EXTRACTED DATA section start
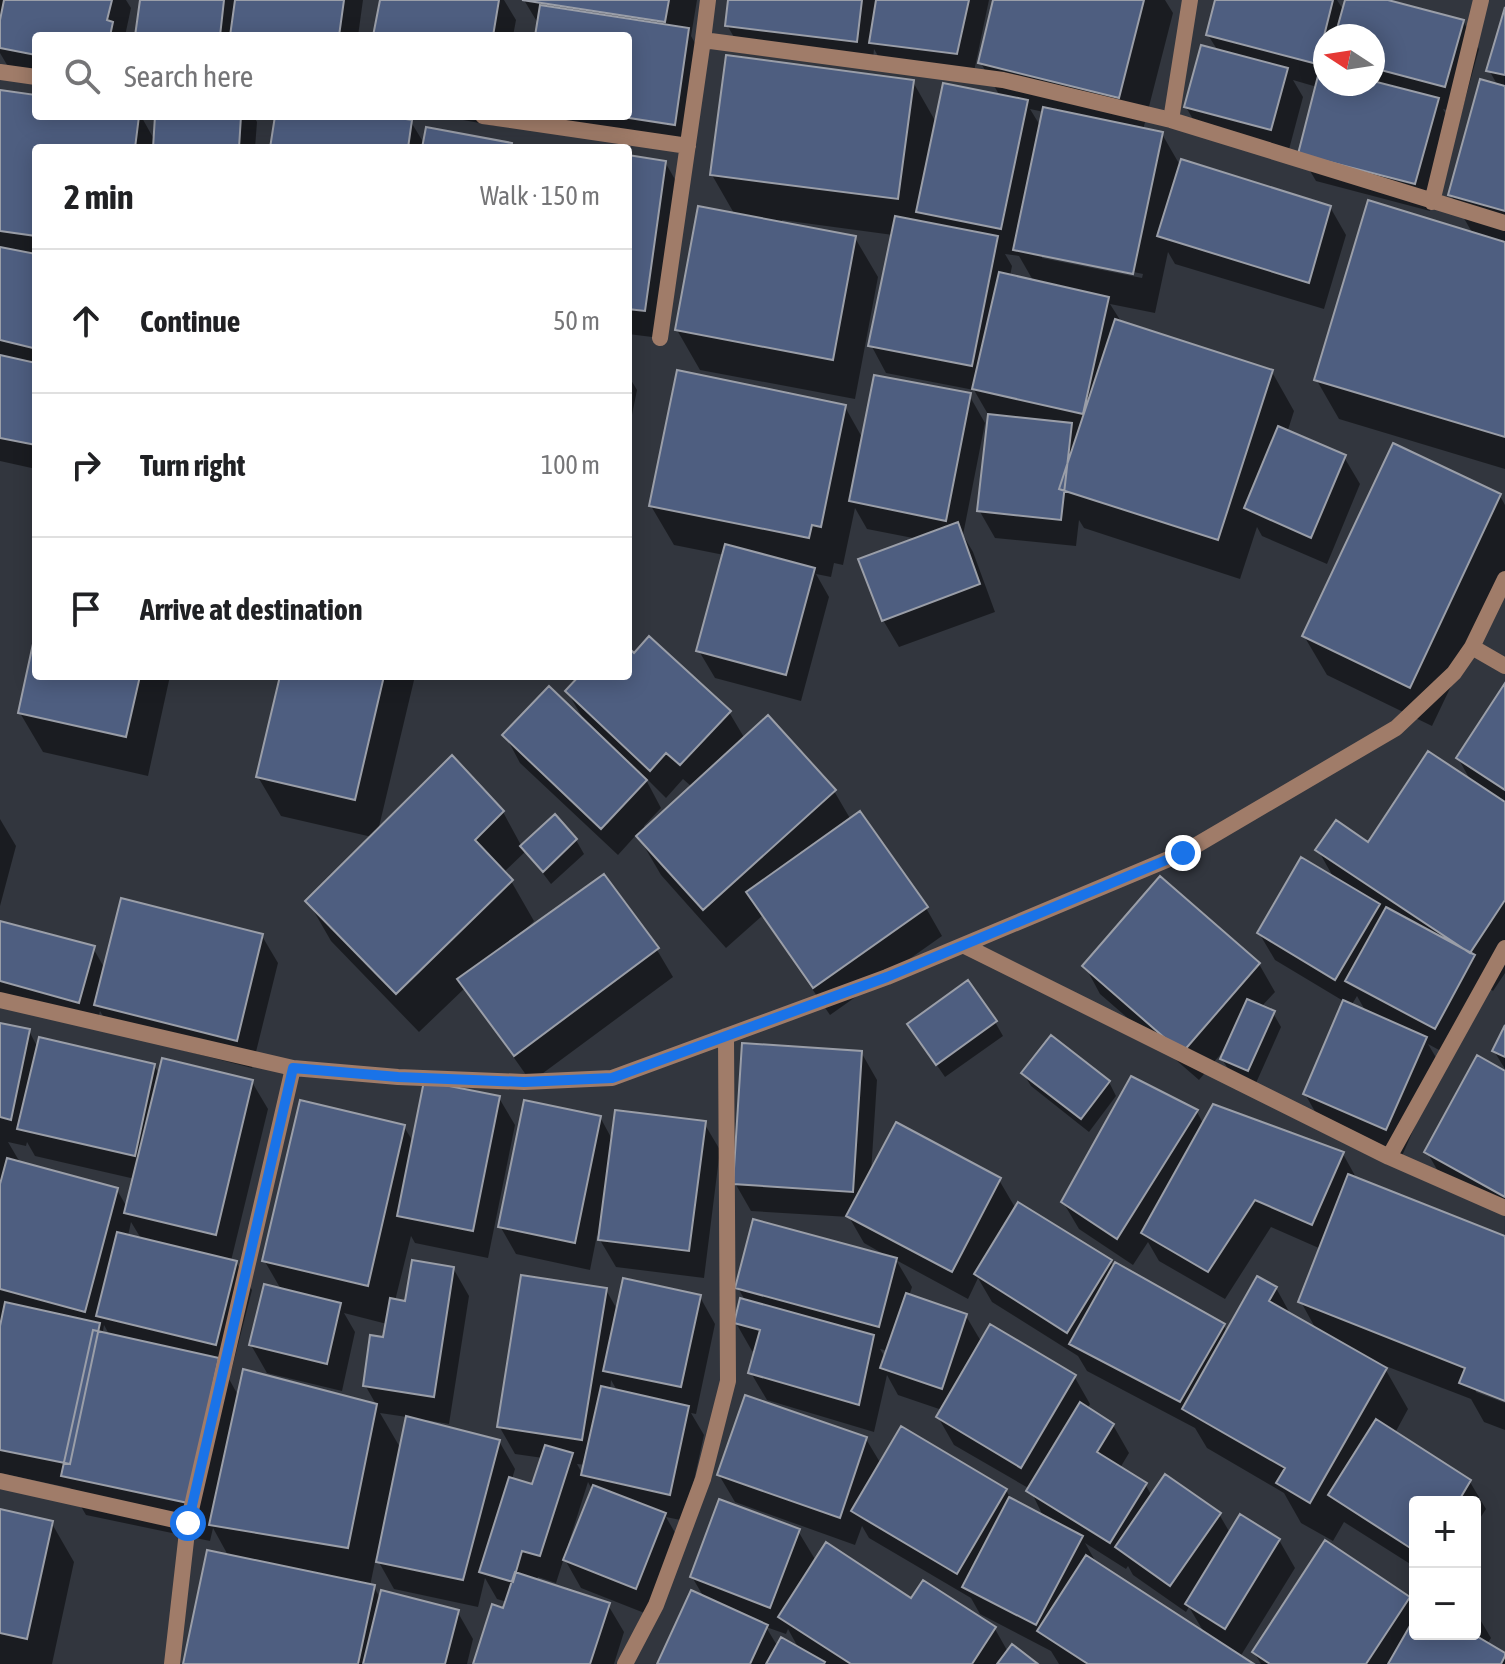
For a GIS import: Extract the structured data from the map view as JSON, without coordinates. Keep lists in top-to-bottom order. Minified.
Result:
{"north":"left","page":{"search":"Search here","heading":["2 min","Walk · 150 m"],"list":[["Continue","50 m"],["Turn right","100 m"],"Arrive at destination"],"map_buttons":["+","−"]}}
EXTRACTED DATA section end
EXTRACTED DATA section start
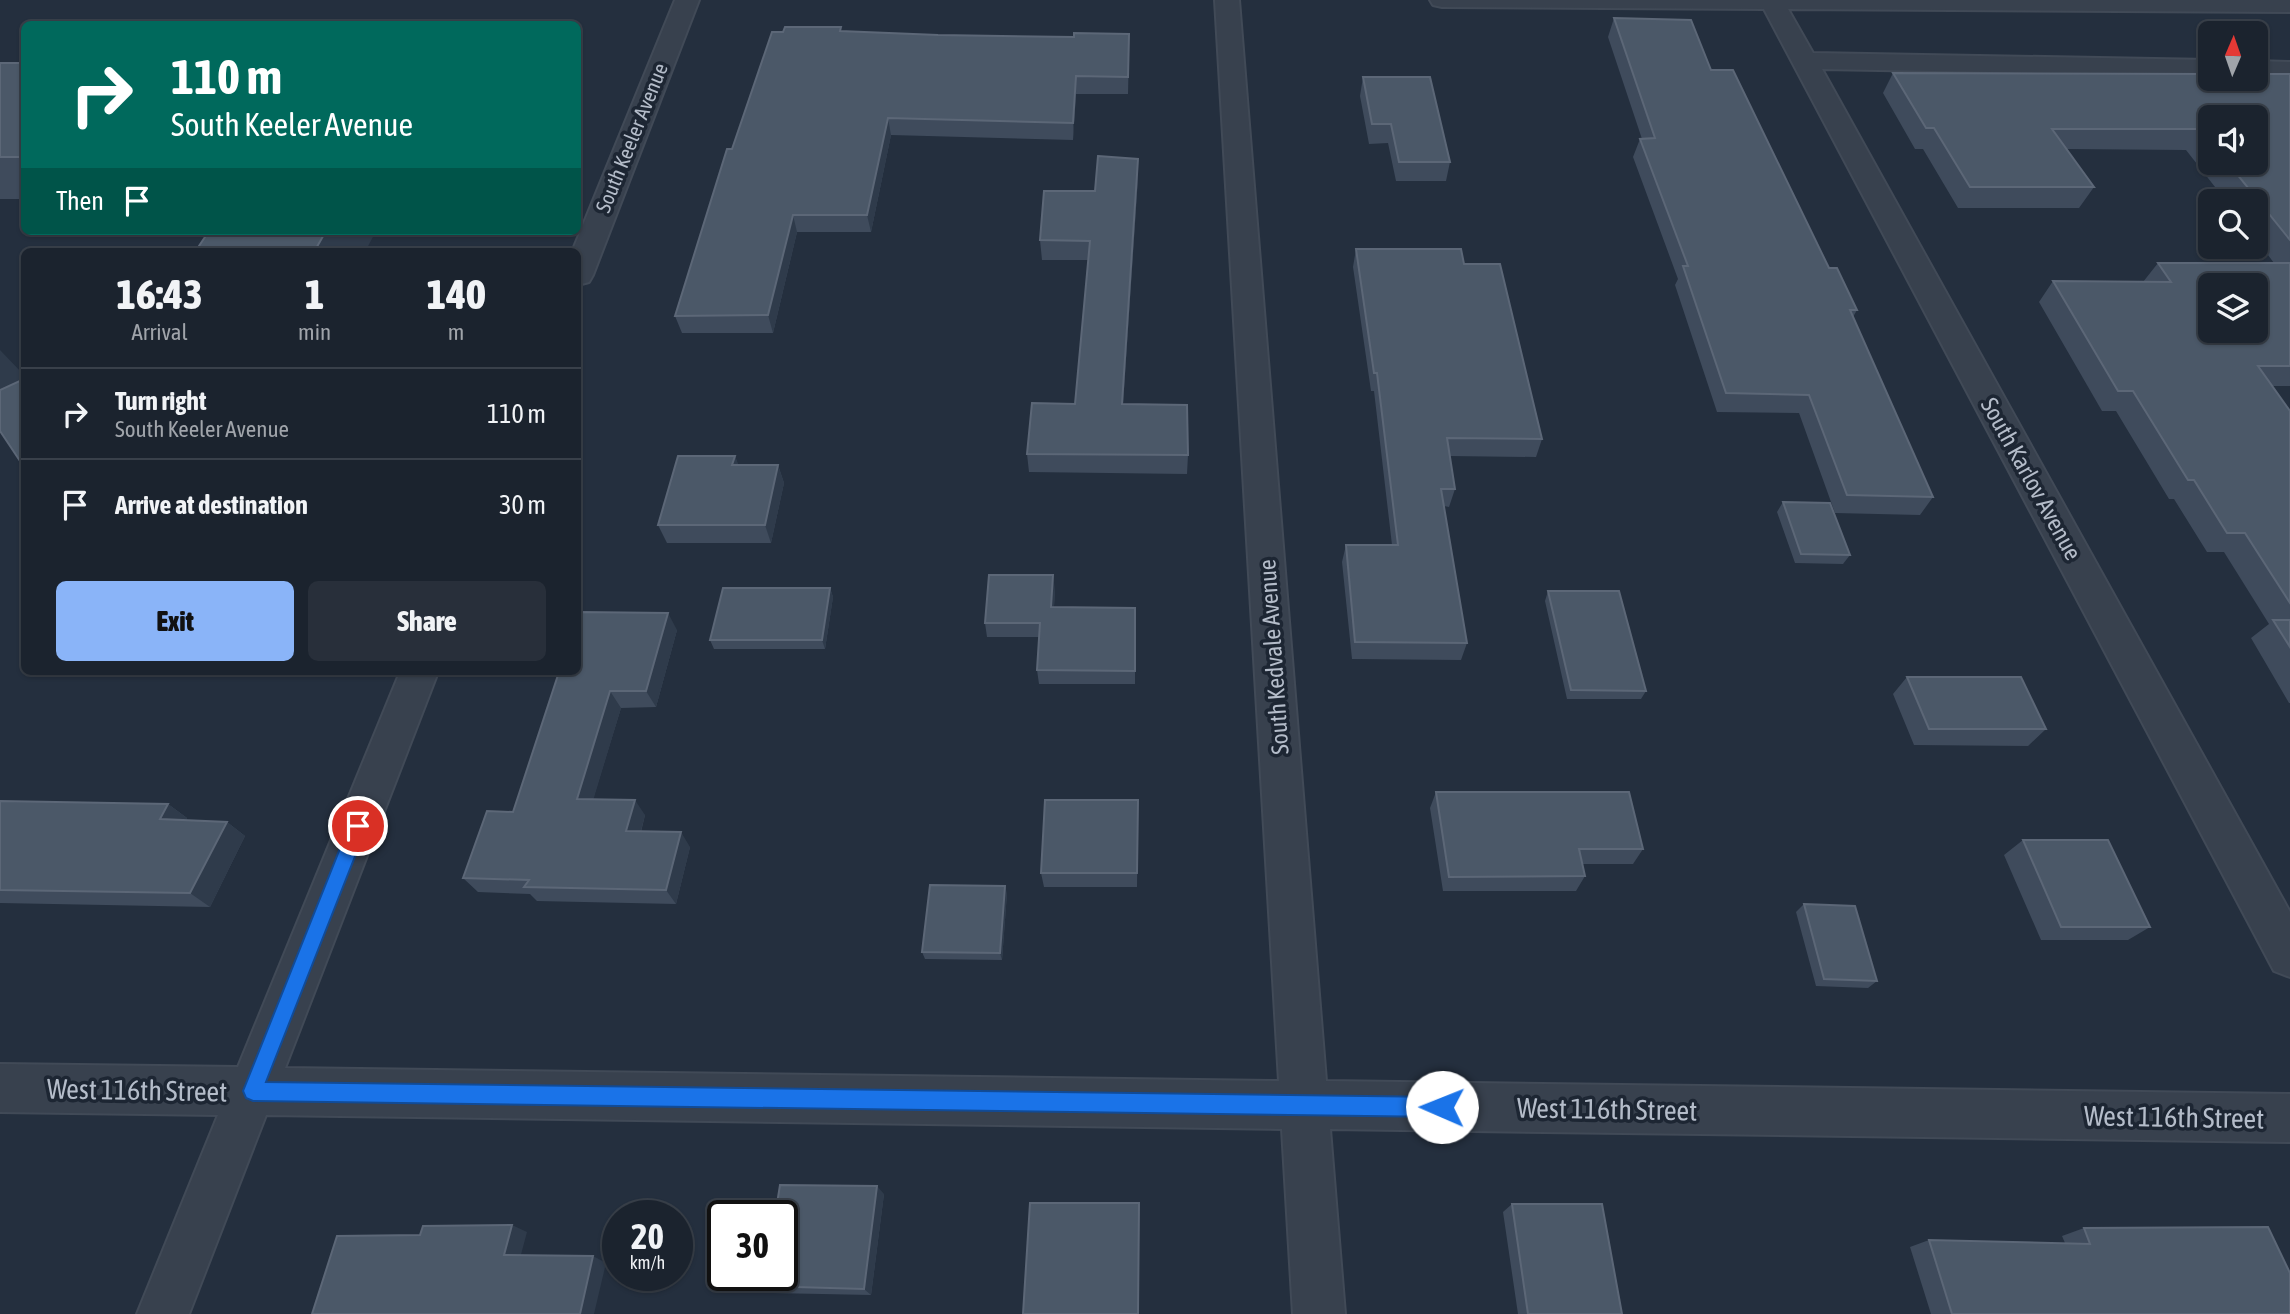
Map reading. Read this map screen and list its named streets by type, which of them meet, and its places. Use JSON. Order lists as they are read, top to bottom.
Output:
EXTRACTED DATA section end
## WHAT YOU HAVE TO DO
From the records above, pull every line that carries the word "bottom".

## ANSWER FOR THIS EXERCISE
For a GIS import: Extract the structured data from the map view as JSON, without coordinates. Keep lists in top-to-bottom order. Minified.
Map reading. Read this map screen and list its named streets by type, which of them meet, and its places. Use JSON. Order lists as they are read, top to bottom.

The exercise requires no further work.